SEOUL, Aug. 19 (Xinhua) — South Korea’s earned and business incomes grew in the second quarter despite the fall in gross income, caused by the lower transfer income from the government, statistical office data showed Thursday.
The monthly average income for households with at least one family member, which include farming families, stood at 4,287,000 won (3,640 U.S. dollars) during the April-June quarter, down 0.7 percent from a year earlier, according to Statistics Korea.
It was the first reduction in four years since the second quarter of 2017, marking the fastest decline since the fourth quarter of 2016.
Earned and business incomes increased amid the economic recovery, but the combined income shrank on the back of the lower transfer income.
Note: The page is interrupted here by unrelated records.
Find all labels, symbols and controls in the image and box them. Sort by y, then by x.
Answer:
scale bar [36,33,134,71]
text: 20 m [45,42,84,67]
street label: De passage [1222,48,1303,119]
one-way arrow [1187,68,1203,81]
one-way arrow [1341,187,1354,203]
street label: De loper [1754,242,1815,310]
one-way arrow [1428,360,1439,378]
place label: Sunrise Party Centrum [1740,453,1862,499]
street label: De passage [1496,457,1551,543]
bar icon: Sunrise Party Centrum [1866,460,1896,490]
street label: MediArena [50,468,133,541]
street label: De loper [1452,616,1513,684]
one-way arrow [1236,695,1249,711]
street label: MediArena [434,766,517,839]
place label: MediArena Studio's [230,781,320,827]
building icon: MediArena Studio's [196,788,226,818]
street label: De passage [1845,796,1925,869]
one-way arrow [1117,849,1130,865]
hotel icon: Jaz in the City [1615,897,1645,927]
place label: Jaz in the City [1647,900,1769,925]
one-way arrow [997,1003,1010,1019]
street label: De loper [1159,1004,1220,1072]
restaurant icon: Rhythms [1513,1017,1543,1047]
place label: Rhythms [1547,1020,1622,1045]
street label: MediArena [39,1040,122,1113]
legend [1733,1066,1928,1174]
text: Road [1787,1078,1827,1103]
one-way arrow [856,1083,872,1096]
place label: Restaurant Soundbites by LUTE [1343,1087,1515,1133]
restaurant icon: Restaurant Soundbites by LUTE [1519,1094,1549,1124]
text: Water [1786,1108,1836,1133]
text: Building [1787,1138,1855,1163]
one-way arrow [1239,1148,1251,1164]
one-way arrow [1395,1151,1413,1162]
Transfer income tumbled 28.6 percent over the year to 617,000 won (520 U.S. dollars) in the second quarter, logging the highest fall since data began to be compiled in 2006.
The public transfer income dropped 37.1 percent to 421,000 won (360 U.S. dollars). During the same quarter of last year, the public transfer income more than doubled as the government provided relief checks for all households to tackle the economic downturn from the COVID-19 pandemic.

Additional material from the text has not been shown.